> [Dataset excerpts]
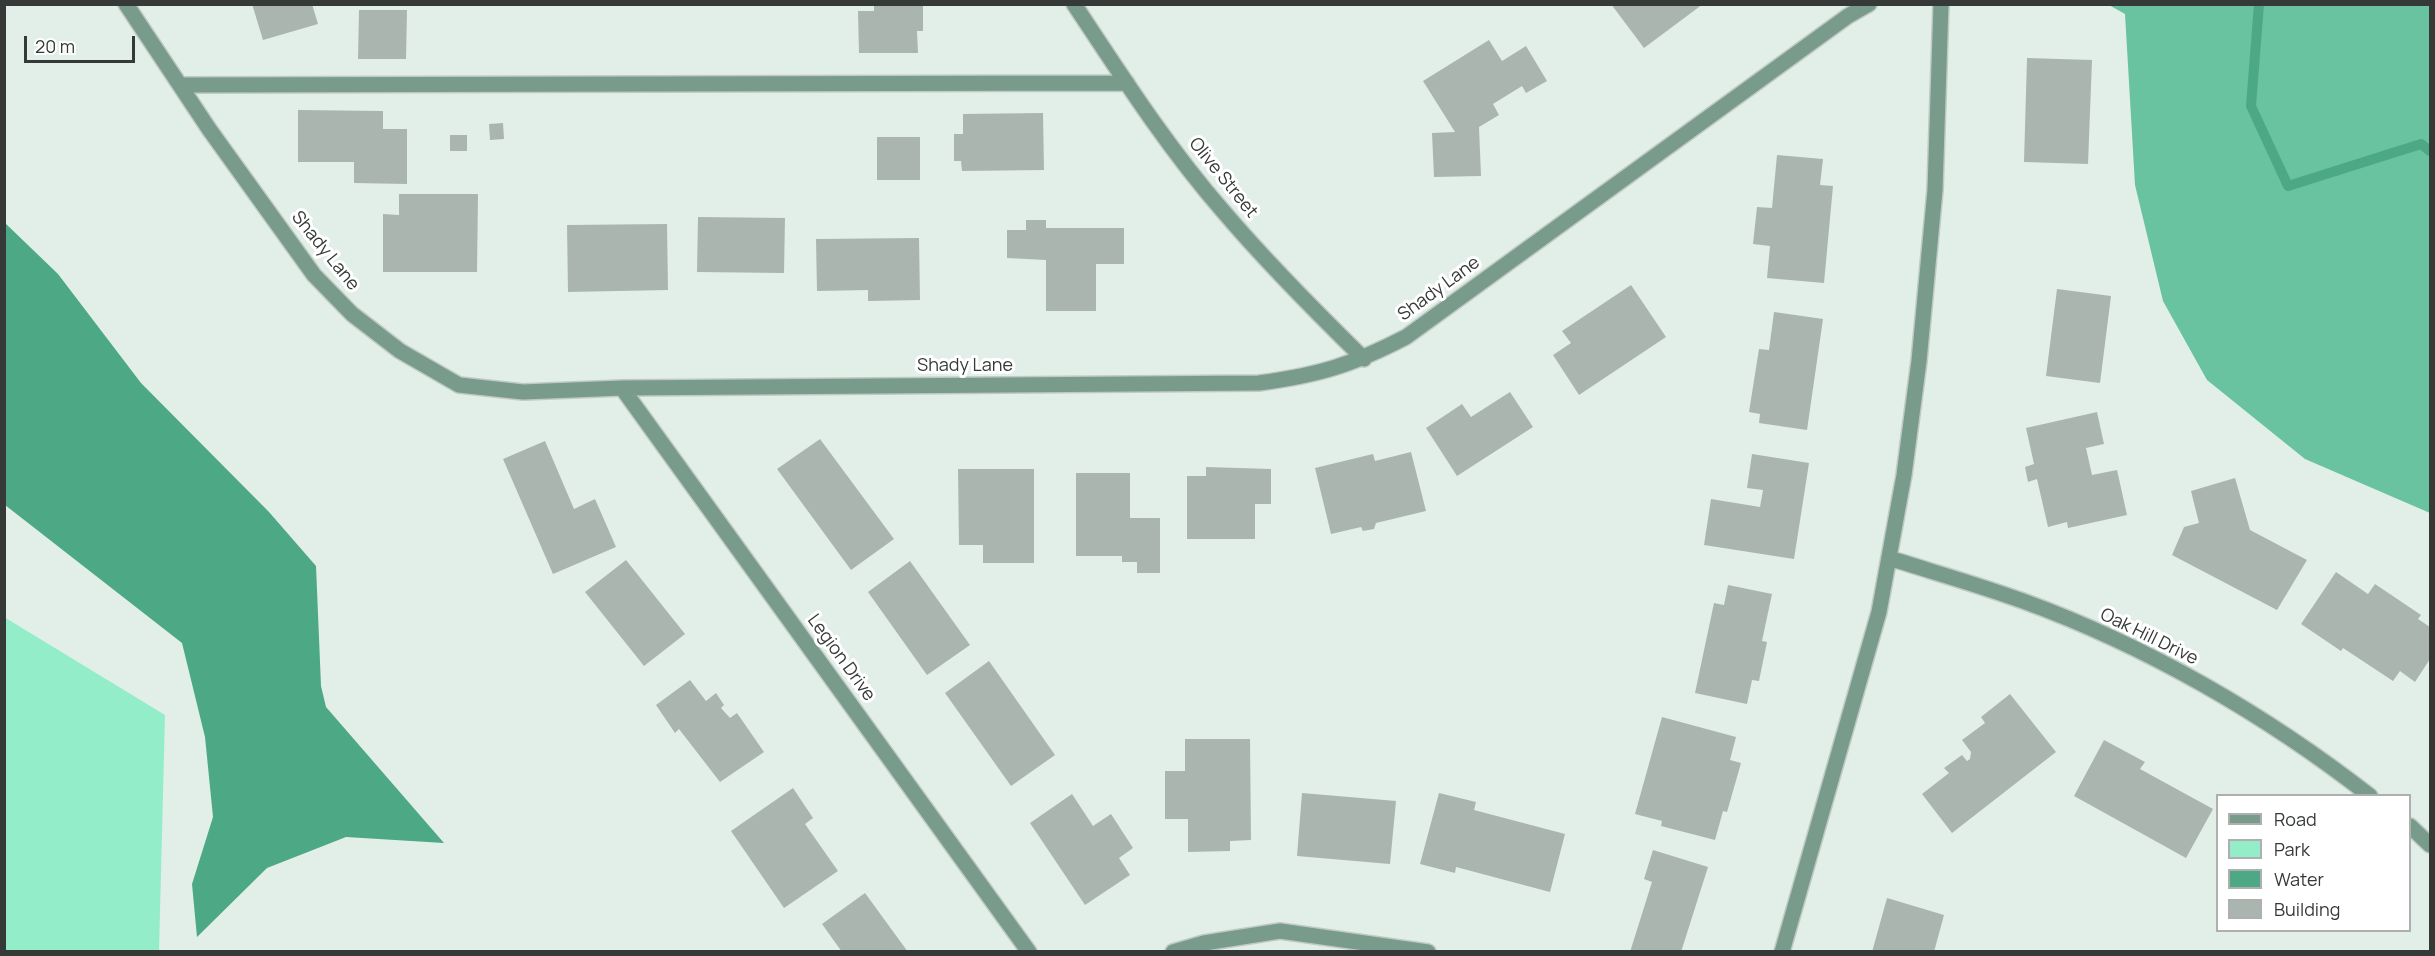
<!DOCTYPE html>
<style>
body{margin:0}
#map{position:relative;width:2435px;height:956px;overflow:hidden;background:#e2eee8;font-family:Manrope,sans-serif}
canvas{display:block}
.frame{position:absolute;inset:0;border:6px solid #353a38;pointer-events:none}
.legend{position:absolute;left:2216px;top:794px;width:195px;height:138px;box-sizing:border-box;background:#fff;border:2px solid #aeb0af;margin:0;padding:8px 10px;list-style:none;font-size:18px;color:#353a38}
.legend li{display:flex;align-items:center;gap:12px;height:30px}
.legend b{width:30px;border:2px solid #aeb0af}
.scale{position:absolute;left:24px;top:36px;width:111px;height:27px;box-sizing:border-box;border:3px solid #353a38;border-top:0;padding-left:8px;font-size:18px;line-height:21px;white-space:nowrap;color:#353a38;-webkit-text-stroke:4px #fff;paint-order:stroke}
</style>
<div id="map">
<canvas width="2435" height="956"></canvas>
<div class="frame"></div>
<ul class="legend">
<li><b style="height:8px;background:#789b8c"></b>Road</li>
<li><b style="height:16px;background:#93edc8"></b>Park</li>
<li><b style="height:16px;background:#4da886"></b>Water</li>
<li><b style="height:16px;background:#aab5b0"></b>Building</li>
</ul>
<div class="scale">20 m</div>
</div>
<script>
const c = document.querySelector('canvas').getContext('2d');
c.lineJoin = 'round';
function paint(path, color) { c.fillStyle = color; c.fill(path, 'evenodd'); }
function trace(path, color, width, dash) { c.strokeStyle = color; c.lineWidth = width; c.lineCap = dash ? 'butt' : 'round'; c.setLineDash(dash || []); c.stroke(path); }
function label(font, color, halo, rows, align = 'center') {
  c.font = font + ' Manrope,sans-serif'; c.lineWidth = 6; c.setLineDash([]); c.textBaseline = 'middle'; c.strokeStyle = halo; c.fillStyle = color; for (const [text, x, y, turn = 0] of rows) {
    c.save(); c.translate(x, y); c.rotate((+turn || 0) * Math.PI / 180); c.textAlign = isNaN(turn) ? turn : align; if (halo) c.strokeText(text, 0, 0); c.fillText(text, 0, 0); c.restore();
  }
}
paint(new Path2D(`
 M4 617 165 715 159 951H5Z`), '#93edc8');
paint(new Path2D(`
 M2109 5H2430V513L2305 459 2207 380 2163 301 2135 185 2125 14Z`), '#69c3a0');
paint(new Path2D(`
 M4 222 58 274 141 383 269 512 316 566 321 686 326 707 444 843 346 837 267 868 197 937 192 884 213 817 205 737 182 643 5 505Z`), '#4da886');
trace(new Path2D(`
 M2259 4 2251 106 2288 186 2421 144 2430 151`), '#4da886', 10);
paint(new Path2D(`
 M252 4H312L318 24 263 40Z
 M874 4H923V31H917L918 53H859L858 11H874Z
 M1611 4H1703L1644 48Z
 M359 10H407L406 59H358Z
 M1489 40 1502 61 1526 46 1547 81 1526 93 1522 86 1493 104 1499 115 1479 127 1481 176 1434 177 1432 133 1455 132 1423 81Z
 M2027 58 2092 60 2088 164 2024 162Z
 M298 110 383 111V129H407V184L354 183V162H298Z
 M1043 113 1044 170 962 171 961 161H954V134H963V114Z
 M503 123 504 139 490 140 489 124Z
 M450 135H467V151H450Z
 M877 137H920V180H877Z
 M1777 155 1823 159 1820 185 1833 186 1824 283 1767 278 1770 246 1753 244 1757 207 1772 208Z
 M399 194H478L477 272H383V214L399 215Z
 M698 217 785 218 784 273 697 272Z
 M1026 220H1046V228H1124V264H1096V311H1046V260L1007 258V230H1026Z
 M667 224 668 290 568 292 567 225Z
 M919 238 920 300 868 301V290L817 291 816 239Z
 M1631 285 1666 337 1579 395 1553 355 1571 343 1562 331Z
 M2057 289 2111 296 2100 383 2046 376Z
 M1774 312 1823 319 1807 430 1759 423 1760 414 1749 412 1759 349 1769 350Z
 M1510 392 1533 427 1457 476 1426 428 1462 404 1471 417Z
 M2097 412 2104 444 2086 448 2092 475 2117 470 2127 515 2068 528 2067 522 2048 527 2037 479 2028 482 2025 467 2034 464 2026 428Z
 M820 439 894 539 851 570 777 469Z
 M545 441 574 509 595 499 616 547 553 574 503 459Z
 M1411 452 1426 511 1376 523 1374 529 1363 531 1361 527 1331 534 1315 468 1373 454 1375 461Z
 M1752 454 1809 463 1794 559 1704 545 1711 499 1760 507 1763 490 1747 488Z
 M1206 467 1271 469V504H1255V539H1187V476H1206Z
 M958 469H1034V563H983V545H959Z
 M1076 473H1130V518H1160V573H1137V562H1122V556H1076Z
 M2235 478 2250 530 2307 560 2277 610 2172 555 2184 527 2199 523 2191 491Z
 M626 560 685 634 644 666 585 592Z
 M910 561 970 645 927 675 868 592Z
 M2336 572 2368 594 2375 584 2421 615 2418 619 2430 627V659L2415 682 2400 671 2393 681 2343 648 2341 651 2301 624Z
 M1728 585 1772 594 1762 641 1767 642 1759 681 1752 680 1747 704 1695 693 1714 603 1724 605Z
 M989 661 1055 755 1011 786 945 693Z
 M690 680 706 701 716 693 724 705 721 708 730 718 737 713 764 752 720 782 679 729 675 733 656 705Z
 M2010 694 2056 752 1952 833 1922 794 1949 773 1944 768 1962 755 1967 761 1970 759 1971 752 1962 740 1985 723 1981 717Z
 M1662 717 1736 737 1730 760 1741 763 1727 812 1723 811 1715 840 1661 826 1662 821 1635 814Z
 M1185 739H1250L1251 840 1230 841V851L1188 852V819H1165V771H1185Z
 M2104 740 2145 762 2140 769 2213 809 2186 858 2074 796Z
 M793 788 813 818 805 824 838 871 784 908 731 831Z
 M1302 793 1396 801 1390 864 1297 856Z
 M1439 793 1476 802 1474 810 1565 834 1550 892 1456 867 1455 873 1420 864Z
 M1072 794 1093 826 1111 814 1133 848 1119 858 1130 875 1085 905 1030 823Z
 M1653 850 1708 867 1681 952H1630L1652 882 1644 879Z
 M865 893 908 952H842L822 924Z
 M1887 898 1944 915 1934 952H1872Z`), '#aab5b0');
const minor = new Path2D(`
 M126 4 209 129 314 275 352 314 400 351 459 385 523 392 622 388 1259 383C1319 375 1352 365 1406 337L1848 16 1869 4
 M1074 4C1121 75 1167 147 1223 211 1267 263 1315 311 1364 359
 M180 85 1127 83
 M622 388 1029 952
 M1889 558C1933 572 1979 585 2023 601 2147 646 2266 715 2370 796
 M2410 826 2430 845
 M1173 952 1204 943 1280 931 1428 952
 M1782 952 1879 612 1904 475 1919 361 1935 190 1941 4`);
trace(minor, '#bfcac5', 18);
trace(minor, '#789b8c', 15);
label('18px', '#353a38', '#fff', [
 ["Olive Street",1223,178,51],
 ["Shady Lane",325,251,51],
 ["Shady Lane",1439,289,-36],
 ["Shady Lane",965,366],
 ["Oak Hill Drive",2149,637,26],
 ["Legion Drive",841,658,54]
]);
</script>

> [What to do] The number of lines above where the word "display" occurs, and only that number, is the answer.

> [Exercise solution] 2